Saved entries:
◆ ◆ ◆ ◆ ◆ ◆ ◆

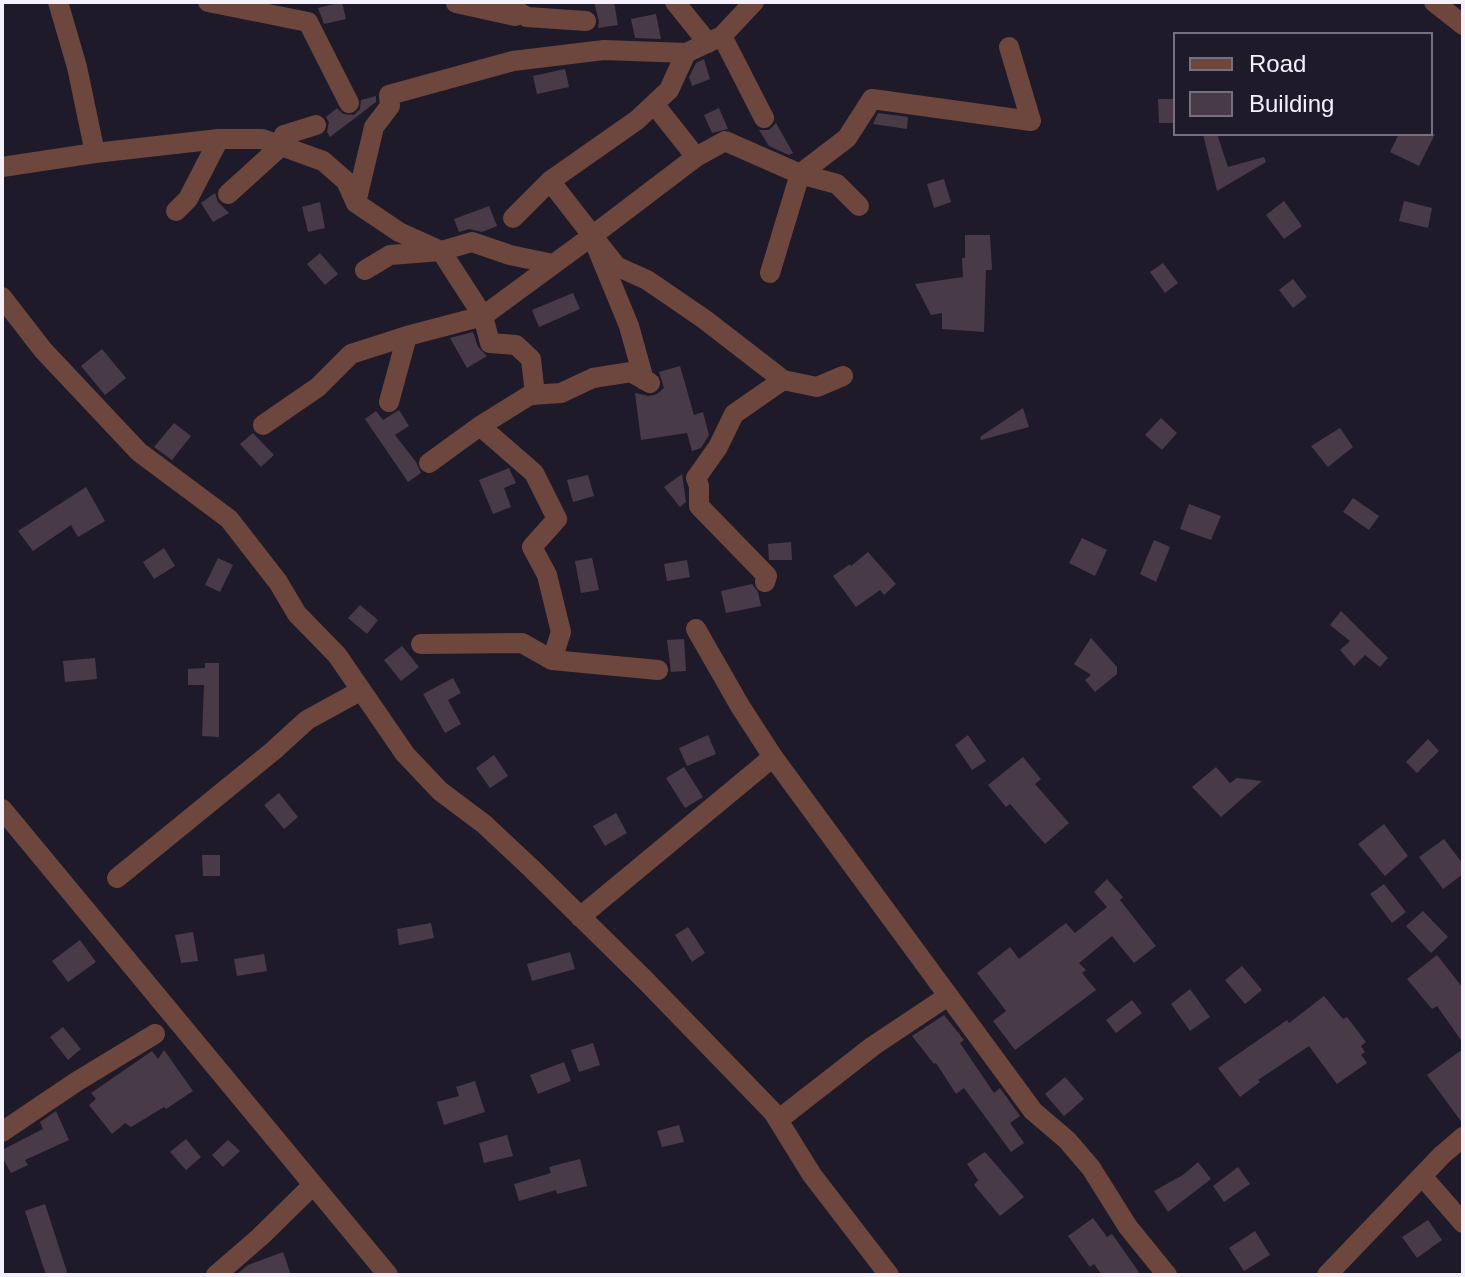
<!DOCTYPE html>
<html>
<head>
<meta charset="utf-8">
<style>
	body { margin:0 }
	#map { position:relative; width:1465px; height:1277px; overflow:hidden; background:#1f1a2a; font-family:Arial,sans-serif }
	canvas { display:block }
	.frame { position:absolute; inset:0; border:4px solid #f4f1fc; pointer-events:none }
	.legend { position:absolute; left:1173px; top:32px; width:260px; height:104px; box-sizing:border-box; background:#1f1a2a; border:2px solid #74707e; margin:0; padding:10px 14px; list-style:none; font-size:24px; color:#f4f1fc }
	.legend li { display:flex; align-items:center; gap:16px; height:40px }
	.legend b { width:40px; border:2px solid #74707e }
</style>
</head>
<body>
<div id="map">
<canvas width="1465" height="1277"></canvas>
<div class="frame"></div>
<ul class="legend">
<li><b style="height:10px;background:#6d473d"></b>Road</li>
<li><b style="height:22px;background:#493a48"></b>Building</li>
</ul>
</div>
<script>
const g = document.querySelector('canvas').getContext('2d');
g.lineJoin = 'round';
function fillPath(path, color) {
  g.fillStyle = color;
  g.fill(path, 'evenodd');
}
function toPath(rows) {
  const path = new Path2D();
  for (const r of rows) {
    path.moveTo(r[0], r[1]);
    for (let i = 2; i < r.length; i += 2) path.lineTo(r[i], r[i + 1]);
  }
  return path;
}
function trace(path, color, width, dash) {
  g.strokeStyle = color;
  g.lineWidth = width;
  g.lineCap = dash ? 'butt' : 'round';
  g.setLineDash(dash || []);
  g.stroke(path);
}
const building = toPath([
	[342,2,346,19,324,24,318,8],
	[594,2,614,2,618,25,598,28,599,21],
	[656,14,661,39,635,38,631,19],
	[704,59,710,79,692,86,689,77,696,63],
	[565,69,569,87,537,94,533,76],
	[376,96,376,102,330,137,327,132,329,122,326,117,337,108,343,114,354,115,360,109,361,100],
	[1158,99,1175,99,1175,123,1159,123],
	[719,108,728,129,712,133,704,115],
	[878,113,908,117,907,129,873,124],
	[776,123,793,153,789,155,769,146,759,130,769,130],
	[1203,134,1217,134,1228,167,1264,157,1266,162,1217,191],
	[1399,134,1435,134,1419,166,1390,152],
	[944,179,951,202,934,208,927,184],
	[215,193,218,202,229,213,213,222,201,203],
	[1284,201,1302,226,1284,239,1266,215],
	[1404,201,1432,208,1428,228,1399,221],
	[320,202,325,228,308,232,302,207],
	[489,206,497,226,482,232,469,229,459,232,454,219],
	[965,235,990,235,992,270,986,270,984,332,942,329,942,313,931,315,915,284,963,277,962,258,965,258],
	[320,253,338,274,325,285,307,264],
	[1163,263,1178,283,1165,293,1150,272],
	[1293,279,1307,297,1293,308,1279,290],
	[573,293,580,309,539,327,532,310],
	[473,332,478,347,487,356,467,368,450,338],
	[102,349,126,378,105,395,81,366],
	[680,366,694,415,703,412,709,435,701,448,692,451,687,433,641,440,635,393,649,396,657,394,664,388,659,372],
	[1023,408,1029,427,981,440,980,437],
	[399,410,409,426,395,435,416,462,421,473,408,482,365,419,376,411,383,420],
	[1161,418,1177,433,1162,450,1145,435],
	[174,423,191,436,172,460,154,447],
	[1340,428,1353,447,1328,467,1311,446],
	[253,433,274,455,261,467,240,444],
	[509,468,516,483,504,488,511,507,493,514,479,480],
	[682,474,686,502,680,507,664,487],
	[588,475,594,496,573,502,567,480],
	[86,487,105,521,78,537,71,525,33,551,18,531],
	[1353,498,1379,516,1369,530,1343,512],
	[1189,504,1221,516,1211,540,1180,529],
	[1082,538,1107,550,1095,576,1069,563],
	[1154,540,1170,547,1156,582,1140,574],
	[791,542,792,560,769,560,768,544],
	[164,548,175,566,154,579,143,562],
	[868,552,896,584,884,595,880,590,856,607,833,576,850,564,851,566],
	[218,558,233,565,220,592,205,585],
	[592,558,599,590,581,593,575,561],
	[687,560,690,577,667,581,664,564],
	[752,584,758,592,761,606,726,613,721,591],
	[360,605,378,620,367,634,348,618],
	[1341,611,1388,658,1380,667,1365,655,1354,666,1340,650,1350,641,1330,625],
	[1091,638,1117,667,1117,674,1095,692,1085,680,1091,675,1074,664],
	[684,639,686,671,671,672,667,640],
	[402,646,419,667,401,681,384,660],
	[95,658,97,679,65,682,63,661],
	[205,663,219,663,219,737,202,736,204,685,188,685,188,669,205,668],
	[453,678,461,693,448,700,461,724,445,733,423,694],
	[708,735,716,754,687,766,679,748],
	[968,735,986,761,972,770,955,745],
	[1428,739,1439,751,1417,773,1406,762],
	[494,755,508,776,490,788,476,768],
	[1023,757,1041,779,1035,784,1069,823,1045,844,1010,804,1006,807,988,785],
	[684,767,703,797,685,808,666,778],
	[1216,767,1230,783,1237,778,1262,781,1221,817,1192,787],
	[279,793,298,817,284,829,264,805],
	[616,813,627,833,605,846,593,826],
	[1384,824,1408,856,1385,876,1358,844],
	[1444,839,1463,864,1463,874,1443,889,1419,857],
	[202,855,220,855,220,876,203,876],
	[1107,879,1123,897,1120,900,1156,946,1134,963,1112,936,1079,963,1086,970,1082,973,1096,990,1015,1050,993,1021,1006,1011,977,973,1010,947,1019,959,1066,923,1075,933,1107,907,1094,892],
	[1384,884,1406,912,1392,923,1370,894],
	[1423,911,1448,937,1431,953,1406,926],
	[431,923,434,938,399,945,397,929],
	[688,927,705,953,692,962,675,935],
	[193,932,198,961,181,963,175,935],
	[80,940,96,962,68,982,52,961],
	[570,952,575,969,532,981,527,964],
	[264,954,267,971,237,976,234,959],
	[1437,955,1463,988,1463,1043,1437,1006,1432,1009,1407,979],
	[1242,966,1262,990,1245,1004,1225,980],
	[1190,989,1210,1017,1190,1031,1171,1004],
	[1324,996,1343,1019,1347,1017,1366,1042,1361,1046,1365,1052,1361,1055,1367,1063,1337,1084,1309,1046,1258,1080,1260,1082,1240,1097,1218,1068,1287,1020,1289,1023],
	[1132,1000,1142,1013,1116,1033,1106,1020],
	[944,1015,964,1040,960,1043,994,1093,1000,1088,1020,1116,1010,1123,1024,1143,1011,1152,964,1088,956,1094,936,1063,934,1064,912,1036],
	[63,1027,81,1049,68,1060,50,1037],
	[593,1043,600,1065,579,1072,571,1050],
	[1463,1049,1463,1124,1427,1075],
	[164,1050,193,1091,166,1109,164,1107,131,1127,125,1123,112,1134,89,1105,96,1099,91,1093,152,1051,158,1059],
	[564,1062,571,1081,538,1094,530,1075],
	[1065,1077,1084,1099,1064,1116,1045,1094],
	[475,1081,485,1112,444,1125,437,1102,459,1096,456,1087],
	[56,1111,69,1140,25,1160,28,1165,11,1173,2,1157,2,1150,43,1129,40,1122],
	[679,1125,684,1142,662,1147,657,1131],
	[507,1135,513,1156,484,1163,479,1143],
	[186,1139,201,1157,186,1170,170,1152],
	[228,1140,240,1151,223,1167,212,1155],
	[985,1152,1024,1197,1000,1216,974,1185,978,1180,967,1164],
	[580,1159,587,1186,557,1194,556,1190,519,1201,514,1184,551,1173,549,1167],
	[1198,1162,1211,1179,1168,1212,1154,1191,1183,1175],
	[1238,1167,1250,1184,1224,1202,1213,1186],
	[45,1204,56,1238,68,1275,46,1275,25,1211],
	[1093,1218,1107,1237,1112,1234,1141,1275,1102,1275,1094,1264,1090,1267,1068,1236],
	[1428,1220,1442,1240,1417,1258,1402,1237],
	[1255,1231,1270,1255,1244,1271,1229,1248],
	[283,1252,291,1275,236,1275,248,1265]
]);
const minor = toPath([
	[58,2,77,67,95,153],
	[208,2,308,22,349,103],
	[501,2,527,17,586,21],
	[675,2,708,43],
	[1434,2,1463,25],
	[456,3,515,16],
	[722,36,764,118],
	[696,157,725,141,800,174,837,184,859,206],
	[2,167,95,153,219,139],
	[550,181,616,266,647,280,704,319,783,380,817,387,843,376],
	[228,194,281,146,284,135,316,125],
	[176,211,188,199,219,139,262,139,323,161,346,181,356,203],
	[513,218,550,181,637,120,669,90,686,53,722,36,754,2],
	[592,236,696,157,654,104],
	[365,270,390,255,441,251,472,242,510,255,553,264],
	[770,273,800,174,847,138,872,99,1031,121,1009,47],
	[2,297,43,350,139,452,229,519,278,582,297,614,337,655,405,754,440,791,484,824,531,868,646,981,773,1112,812,1175,889,1275],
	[535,395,531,359,516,345,490,343,483,316,441,251,399,232,356,203,374,127,390,106,389,95,513,61,604,50,686,53],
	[389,402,407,336,483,316,592,236,629,326,644,380],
	[263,425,318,387,351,354,407,336],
	[480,426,530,395,561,393,593,378,631,372,650,383],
	[429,463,480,426,534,473,557,519,532,547,547,575,561,632,552,660],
	[765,582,767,576,699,506,699,486,696,478,718,447,734,414,783,380],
	[696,629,740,706,773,757,1033,1111,1067,1140,1091,1168,1128,1227,1167,1275],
	[421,644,522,643,552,660,658,670],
	[2,809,388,1275],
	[117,878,273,751,307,720,360,691],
	[580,917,773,757],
	[778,1120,873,1046,948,996],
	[2,1132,76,1082,155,1034],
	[1422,1176,1463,1223],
	[216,1275,260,1237,313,1185],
	[1327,1275,1442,1155,1463,1137]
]);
fillPath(building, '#493a48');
trace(minor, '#6d473d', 20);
</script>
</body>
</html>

◆ ◆ ◆ ◆ ◆ ◆ ◆

▶ _What is needed_: Every line above that holds the string "display" counts once; give the total and nothing more.

▶ _Response to the task_: 2